The SL 500 Grand Edition included 19-inch AMG 5-spoke alloy wheel in titanium, front brake calipers with the Mercedes-Benz logo, drill bench rated brake discs, twin chrome square exhaust tips, chrome shoulder line trim, high gloss door handle, Grand Edition side emblem, SLR design shift knob, designo piano lacquer black wood trim, silver colour AIRSCARF vent, chrome door sill plate, chrome draught strap, floor mat with Grand Edition logo, and ashtray with Grand Edition logo. Other options include an AMG sport package.

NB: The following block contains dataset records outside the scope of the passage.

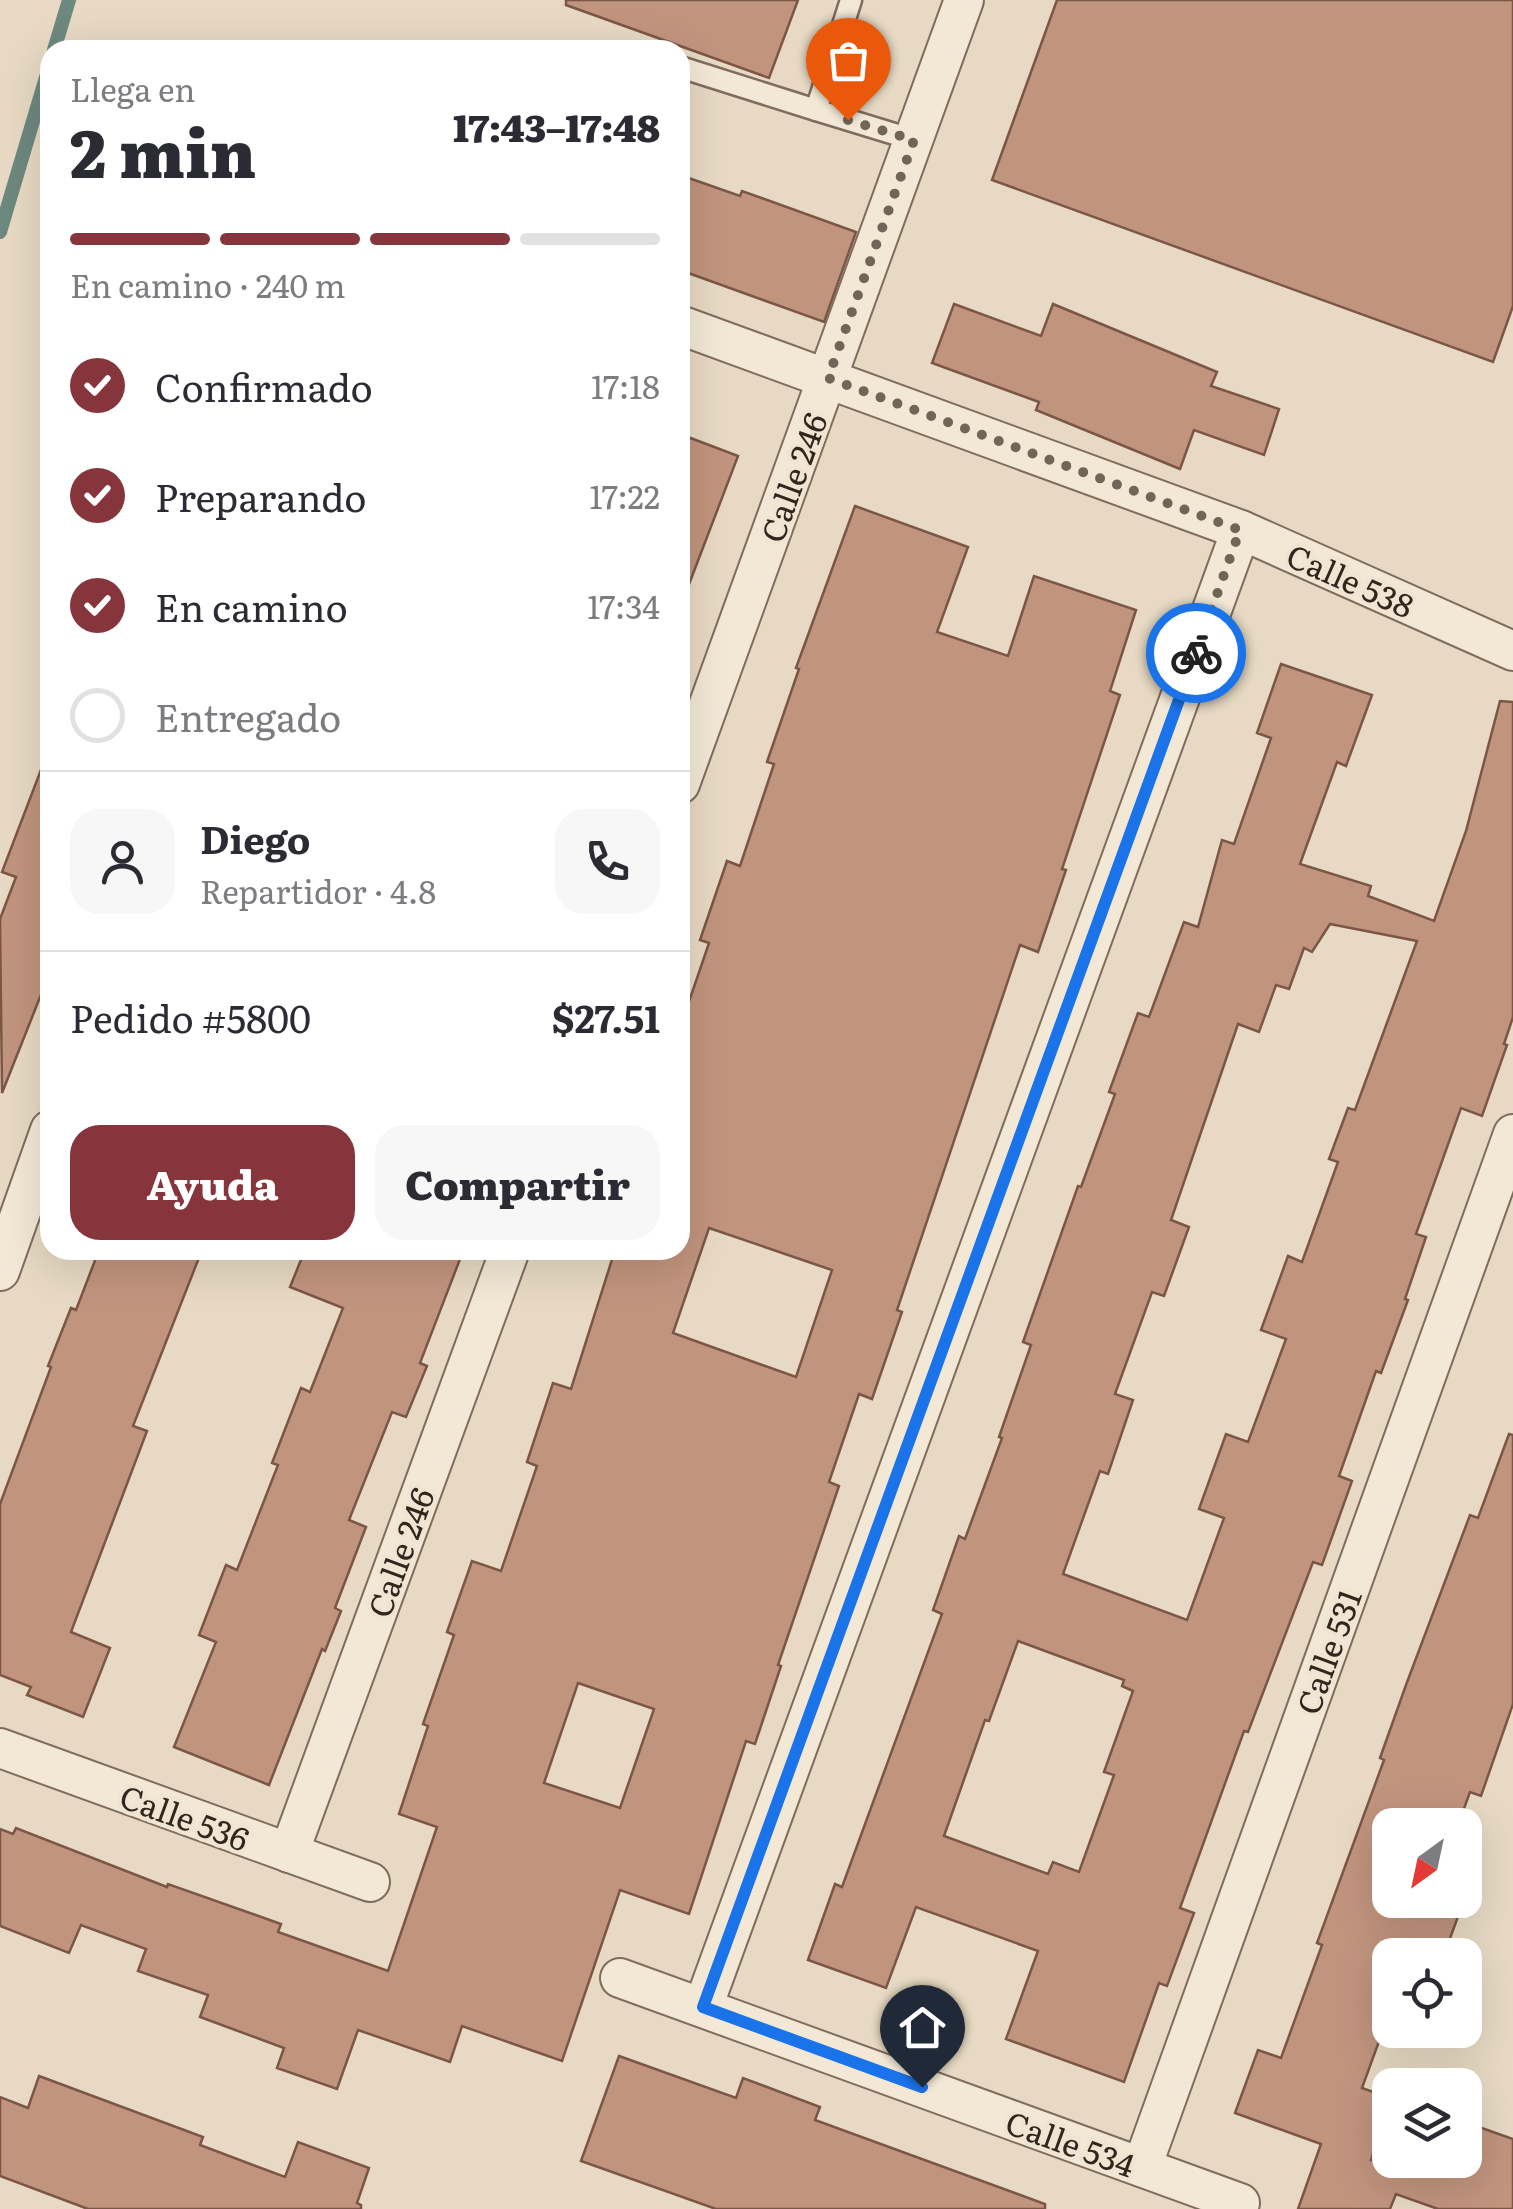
<!DOCTYPE html>
<html lang="es">
<head>
<meta charset="utf-8">
<style>
	body { margin:0; font-family:Literata,serif; background:#f7f7f7; color:#2b2b33; height:100vh; display:flex; flex-direction:column; font-size:38px; white-space:nowrap }
	* { box-sizing:border-box; margin:0 }
	p { font-size:32px; color:#7c7c81 }
	.icon { flex:none; width:55px; height:55px; fill:none; stroke:currentColor; stroke-width:2; stroke-linecap:round; stroke-linejoin:round }
	.map { position:relative; flex:1; overflow:hidden }
	.drawer { position:absolute; left:40px; top:40px; width:650px; height:1220px; display:flex; flex-direction:column; background:#fff; border-radius:30px; box-shadow:0 10px 40px #0002 }
	.drawer>* { flex:none }
	.needle { width:65px; rotate:213deg }
	.fabs { position:absolute; left:1372px; top:1808px; display:grid; gap:20px }
	.fabs a { display:grid; place-items:center; width:110px; height:110px; border-radius:20px; background:#fff; box-shadow:0 10px 40px #0002; font-size:50px }
	.pin { position:absolute; display:grid; place-items:center; width:85px; height:85px; color:#fff; margin:-102px -42px; border-radius:50% 50% 50% 0; rotate:-45deg; box-shadow:0 0 10px #0007 }
	.pin .icon { rotate:45deg }
	.courier { position:absolute; display:grid; place-items:center; width:100px; height:100px; margin:-50px; border:8px solid #1a73e8; border-radius:50%; background:#fff; color:#222; box-shadow:0 2px 12px #0007 }
	.head em { font-style:normal; font-weight:800 }
	.head div { display:flex; flex-direction:column-reverse }
	.head { display:flex; align-items:center; justify-content:space-between; height:170px; padding:0 30px }
	h1 { font-size:65px; font-weight:800; line-height:75px }
	.bar { display:grid; grid-template-columns:repeat(4,1fr); gap:15px 10px; align-content:center; height:120px; padding:0 30px }
	.bar i { height:12px; border-radius:8px; background:#e1e1e2 }
	.bar .on { background:#86353d }
	.bar p { grid-column:span 4 }
	.line { display:flex; align-items:center; gap:25px; padding:0 30px; border-top:2px solid #e1e1e2 }
	.line div { flex:1 }
	.round { display:grid; place-items:center; flex:none; width:105px; height:105px; border-radius:30px; background:#f7f7f7 }
	ol { padding:0 30px; list-style:none }
	li { display:flex; align-items:center; gap:30px; height:110px }
	li p { margin-inline-start:auto }
	li .icon { padding:10px; border-radius:50%; background:#86353d; color:#fff; stroke-width:4 }
	li:last-child { color:#7c7c81 }
	li i { width:55px; height:55px; border:5px solid #e1e1e2; border-radius:50% }
	.cta { display:flex; gap:20px; margin-top:auto; padding:20px 30px }
	.cta a { flex:1; height:115px; border-radius:30px; background:#86353d; color:#fff; font-size:40px; font-weight:800; line-height:115px; text-align:center }
	.cta a+a { background:#f7f7f7; color:#2b2b33 }
	.map>svg:first-child { display:block }
	.lines { fill:none; stroke-linecap:round; stroke-linejoin:round }
	.stream { stroke:#6d887f; stroke-width:14 }
	.building { fill:#c1947e; stroke:#7b5646; stroke-width:2.5; fill-rule:evenodd }
	.lane-casing { stroke:#7f6c5c; stroke-width:25 }
	.street-casing { stroke:#7f6c5c; stroke-width:42 }
	.lane { stroke:#f3e8d5; stroke-width:20 }
	.street { stroke:#f3e8d5; stroke-width:38 }
	.done { stroke:#716558; stroke-width:10; stroke-dasharray:0 18 }
	.route { stroke:#1a73e8; stroke-width:12 }
	.labels { text-anchor:middle; dominant-baseline:central; stroke-width:8; stroke-linejoin:round; paint-order:stroke }
	.street-label { font-size:32px; fill:#31261e; stroke:#f0e4d2 }
</style>
</head>
<body>
<div class="map">
<svg width="1513" height="2209" viewBox="0 0 1513 2209">
	<rect width="100%" height="100%" fill="#e7d9c3"/>
	<g class="lines">
		<g class="stream">
			<path d="M 54,50 L 69,0"/>
			<path d="M 0,232 L 50,64"/>
		</g>
	</g>
	<g class="building">
		<path d="M 566,0 L 798,0 L 769,78 L 566,5 Z"/>
		<path d="M 1057,0 L 1513,0 L 1513,306 L 1493,362 L 992,180 Z"/>
		<path d="M 680,175 L 740,196 L 742,191 L 856,232 L 824,322 L 680,270 Z"/>
		<path d="M 954,304 L 1041,336 L 1053,304 L 1217,372 L 1211,386 L 1279,409 L 1264,455 L 1194,430 L 1180,469 L 1036,410 L 1039,402 L 932,363 Z"/>
		<path d="M 680,434 L 738,456 L 683,600 L 680,600 Z"/>
		<path d="M 855,506 L 968,547 L 937,632 L 1008,656 L 1034,576 L 1136,610 L 1110,691 L 1120,695 L 1062,869 L 1066,870 L 1038,952 L 1020,945 L 897,1310 L 902,1312 L 872,1399 L 859,1394 L 829,1482 L 839,1486 L 778,1665 L 781,1666 L 755,1744 L 746,1741 L 689,1914 L 620,1890 L 562,2061 L 462,2026 L 450,2062 L 358,2030 L 337,2089 L 277,2068 L 284,2048 L 200,2017 L 208,1995 L 138,1971 L 146,1949 L 81,1925 L 69,1953 L 0,1926 L 0,1829 L 13,1834 L 16,1828 L 167,1887 L 168,1884 L 281,1924 L 278,1932 L 388,1971 L 437,1827 L 399,1814 L 428,1726 L 423,1724 L 454,1635 L 447,1632 L 472,1561 L 501,1571 L 537,1466 L 527,1462 L 553,1383 L 571,1389 L 615,1250 L 680,1250 L 680,1028 L 709,943 L 700,940 L 727,861 L 740,866 L 774,764 L 767,762 L 799,669 L 796,668 ZM 709,1228 L 832,1270 L 796,1377 L 673,1333 ZM 578,1683 L 654,1709 L 620,1808 L 544,1783 Z"/>
		<path d="M 1281,664 L 1372,695 L 1346,766 L 1337,762 L 1300,864 L 1371,886 L 1368,896 L 1434,921 L 1466,831 L 1500,701 L 1513,702 L 1513,1017 L 1504,1044 L 1507,1045 L 1482,1116 L 1461,1108 L 1416,1234 L 1426,1237 L 1405,1299 L 1408,1300 L 1381,1373 L 1376,1371 L 1339,1476 L 1352,1481 L 1322,1565 L 1313,1562 L 1248,1732 L 1244,1731 L 1180,1908 L 1194,1913 L 1167,1986 L 1159,1983 L 1124,2082 L 1006,2039 L 1038,1951 L 916,1907 L 886,1988 L 808,1960 L 835,1884 L 842,1887 L 942,1614 L 933,1610 L 959,1536 L 965,1539 L 1002,1438 L 999,1437 L 1031,1345 L 1023,1342 L 1078,1186 L 1081,1187 L 1115,1094 L 1109,1092 L 1138,1013 L 1149,1017 L 1184,922 L 1198,927 L 1222,840 L 1234,844 L 1271,738 L 1257,733 ZM 1330,924 L 1417,941 L 1355,1110 L 1348,1108 L 1329,1159 L 1338,1162 L 1302,1262 L 1288,1256 L 1261,1330 L 1286,1339 L 1248,1442 L 1226,1434 L 1199,1509 L 1224,1518 L 1187,1620 L 1063,1574 L 1100,1471 L 1108,1474 L 1133,1400 L 1115,1394 L 1152,1292 L 1164,1296 L 1189,1227 L 1171,1220 L 1238,1024 L 1259,1032 L 1276,985 L 1289,989 L 1304,948 L 1312,952 ZM 1018,1641 L 1124,1680 L 1122,1686 L 1133,1691 L 1104,1772 L 1114,1775 L 1079,1872 L 1053,1862 L 1048,1874 L 944,1836 L 985,1720 L 989,1721 Z"/>
		<path d="M 47,754 L 50,755 L 50,972 L 2,1093 L 0,919 L 16,877 L 2,872 Z"/>
		<path d="M 99,1250 L 202,1250 L 133,1426 L 147,1431 L 71,1632 L 110,1648 L 83,1717 L 27,1695 L 31,1687 L 0,1675 L 0,1504 L 51,1367 L 48,1366 L 71,1308 L 76,1310 Z"/>
		<path d="M 305,1250 L 438,1250 L 460,1259 L 420,1363 L 427,1366 L 406,1417 L 392,1412 L 349,1520 L 366,1527 L 335,1608 L 341,1611 L 325,1651 L 322,1649 L 269,1785 L 174,1747 L 216,1642 L 199,1635 L 226,1565 L 237,1570 L 278,1465 L 272,1463 L 301,1388 L 310,1392 L 343,1308 L 290,1287 Z"/>
		<path d="M 1509,1434 L 1513,1435 L 1513,1704 L 1481,1796 L 1470,1792 L 1458,1825 L 1390,1825 L 1390,1900 L 1464,1900 L 1444,1955 L 1390,1955 L 1390,2011 L 1362,2088 L 1390,2098 L 1371,2160 L 1465,2160 L 1465,2122 L 1513,2139 L 1513,2209 L 1438,2209 L 1396,2194 L 1390,2209 L 1298,2209 L 1321,2144 L 1235,2113 L 1258,2050 L 1281,2058 L 1322,1945 L 1317,1943 L 1384,1760 L 1380,1758 L 1406,1685 L 1470,1515 L 1478,1518 Z"/>
		<path d="M 619,2056 L 736,2098 L 743,2078 L 820,2107 L 815,2120 L 1045,2204 L 1045,2209 L 716,2209 L 581,2161 Z"/>
		<path d="M 39,2076 L 203,2137 L 200,2145 L 285,2177 L 298,2142 L 369,2168 L 357,2203 L 361,2205 L 361,2209 L 88,2209 L 0,2176 L 0,2097 L 28,2108 Z"/>
	</g>
	<g class="lines">
		<defs>
			<g id="lane">
				<path d="M 851,0 L 816,110 L 914,140"/>
				<path d="M 680,67 L 816,110"/>
			</g>
			<g id="street">
				<path d="M 680,325 L 1241,530 L 1513,651"/>
				<path d="M 680,784 L 964,0"/>
				<path d="M 0,1271 L 50,1130"/>
				<path d="M 0,1748 L 370,1882"/>
				<path d="M 289,1853 L 510,1250"/>
				<path d="M 620,1978 L 1240,2203"/>
				<path d="M 703,2007 L 1241,530"/>
				<path d="M 1142,2167 L 1513,1134"/>
			</g>
		</defs>
		<use href="#lane" class="lane-casing"/>
		<use href="#street" class="street-casing"/>
		<use href="#lane" class="lane"/>
		<use href="#street" class="street"/>
	</g>
	<g class="lines">
		<path class="done" d="M 848,120 L 914,140 L 828,378 L 1240,530 L 1196,653"/>
		<path class="route" d="M 922,2087 L 703,2007 L 1196,653"/>
	</g>
	<g class="labels">
		<g class="street-label">
			<text transform="translate(792 477) rotate(-70)">Calle 246</text>
			<text transform="translate(1351 579) rotate(24)">Calle 538</text>
			<text transform="translate(399 1552) rotate(-70)">Calle 246</text>
			<text transform="translate(1327 1651) rotate(-70)">Calle 531</text>
			<text transform="translate(185 1816) rotate(20)">Calle 536</text>
			<text transform="translate(1071 2142) rotate(20)">Calle 534</text>
		</g>
	</g>
</svg>
<div class="fabs">
<a><svg class="needle" viewBox="-14 -14 28 28"><path d="M0-13l5 13h-10z" fill="#e53935"/><path d="M0 13l5-13h-10z" fill="#7c7c81"/></svg></a>
<a><svg class="icon" aria-label="locate" viewBox="0 0 24 24"><circle cx="12" cy="12" r="6"/><path d="M12 2v4M12 18v4M2 12h4M18 12h4"/></svg></a>
<a><svg class="icon" aria-label="layers" viewBox="0 0 24 24"><path d="M12 4l9 5-9 5-9-5zM3 14l9 5 9-5"/></svg></a>
</div>
<div class="pin" style="left:848px;top:120px;background:#ea580c"><svg class="icon" aria-label="bag" viewBox="0 0 24 24"><path d="M5 8h14l-1 12H6zM9 8a3 3 0 0 1 6 0"/></svg></div>
<div class="pin" style="left:922px;top:2087px;background:#1f2937"><svg class="icon" aria-label="home" viewBox="0 0 24 24"><path d="M3 11l9-7 9 7M6 9v11h12V9"/></svg></div>
<div class="courier" style="left:1196px;top:653px"><svg class="icon" aria-label="bike" viewBox="0 0 24 24"><circle cx="6" cy="16" r="4"/><circle cx="18" cy="16" r="4"/><path d="M6 16l4-8h5l3 8M10 8l3 8H6M13 5h3"/></svg></div>
<section class="drawer">
<div class="head"><div><h1>2 min</h1><p>Llega en</p></div><em>17:43–17:48</em></div>
<div class="bar"><i class="on"></i><i class="on"></i><i class="on"></i><i></i><p>En camino · 240 m</p></div>
<ol>
<li><svg class="icon" aria-label="check" viewBox="0 0 24 24"><path d="M5 12l5 5 9-10"/></svg>Confirmado<p>17:18</p></li>
<li><svg class="icon" aria-label="check" viewBox="0 0 24 24"><path d="M5 12l5 5 9-10"/></svg>Preparando<p>17:22</p></li>
<li><svg class="icon" aria-label="check" viewBox="0 0 24 24"><path d="M5 12l5 5 9-10"/></svg>En camino<p>17:34</p></li>
<li><i></i>Entregado</li>
</ol>
<div class="line" style="height:180px"><a class="round"><svg class="icon" aria-label="person" viewBox="0 0 24 24"><circle cx="12" cy="8" r="4"/><path d="M4 21q1-7 8-7t8 7"/></svg></a><div><b>Diego</b><p>Repartidor · 4.8</p></div><a class="round"><svg class="icon" aria-label="phone" viewBox="0 0 24 24"><path d="M5 4h4l2 5-3 2q2 4 5 5l2-3 5 2v4C11 20 4 13 5 4z"/></svg></a></div>
<div class="line" style="height:130px"><div>Pedido #5800</div><b>$27.51</b></div>
<div class="cta"><a>Ayuda</a><a>Compartir</a></div>
</section>
</div>
</body>
</html>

The Japan model went on sale in 2011-08-05.

===Engines===

| Model | Years | Displacement | Type/code | Power @ rpm | Torque @ rpm |
| SL 280 | 2007–2009 | 3.0 L (2,996 cc) | V6 (M272) | 231 PS (170 kW; 228 hp) @ 6000 | 300 N⋅m (221 lbf⋅ft) @ 2500–5000 |
| SL 300 | 2009–2011 |
| SL 350 | 2007–2011 | 3.5 L (3,498 cc) | 316 PS (232 kW; 312 hp) @ 6500 | 360 N⋅m (266 lbf⋅ft) @ 4900 |
| SL 500, SL 550 | 2008–2011 | 5.5 L (5,461 cc) | V8 (M273) | 388 PS (285 kW; 383 hp) @ 6000 | 530 N⋅m (391 lbf⋅ft) @ 2800–4800 |
| SL 63 AMG | 2007–2011 | 6.2 L (6,208 cc) | V8 (M156) | 525 PS (386 kW; 518 hp) @ 6800 | 630 N⋅m (465 lbf⋅ft) @ 5250 |
| SL 600 | 2008–2011 | 5.5 L (5,513 cc) | V12 BiTurbo (M275) | 517 PS (380 kW; 510 hp) @ 5000 | 830 N⋅m (612 lbf⋅ft) @ 1900–3500 |
| SL 65 AMG | 2008–2010 | 6.0 L (5,980 cc) | V12 BiTurbo (M275 AMG) | 612 PS (450 kW; 604 hp) @ 4800–5100 | 1,000 N⋅m (738 lbf⋅ft) @ 2000–4000 |
| SL 65 AMG Black Series | 2008–2009 | 670 PS (493 kW; 661 hp) @ 5400 | 1,000 N⋅m (738 lbf⋅ft) @ 2200–4200 |

===Transmissions===
The SL 63 AMG includes AMG SPEEDSHIFT MCT 7-speed sports transmission, which included 'C' (Comfort), 'S' (Sport), 'S+' (Sport plus) and 'M' (Manual) modes, AMG DRIVE UNIT, Race Start launch control.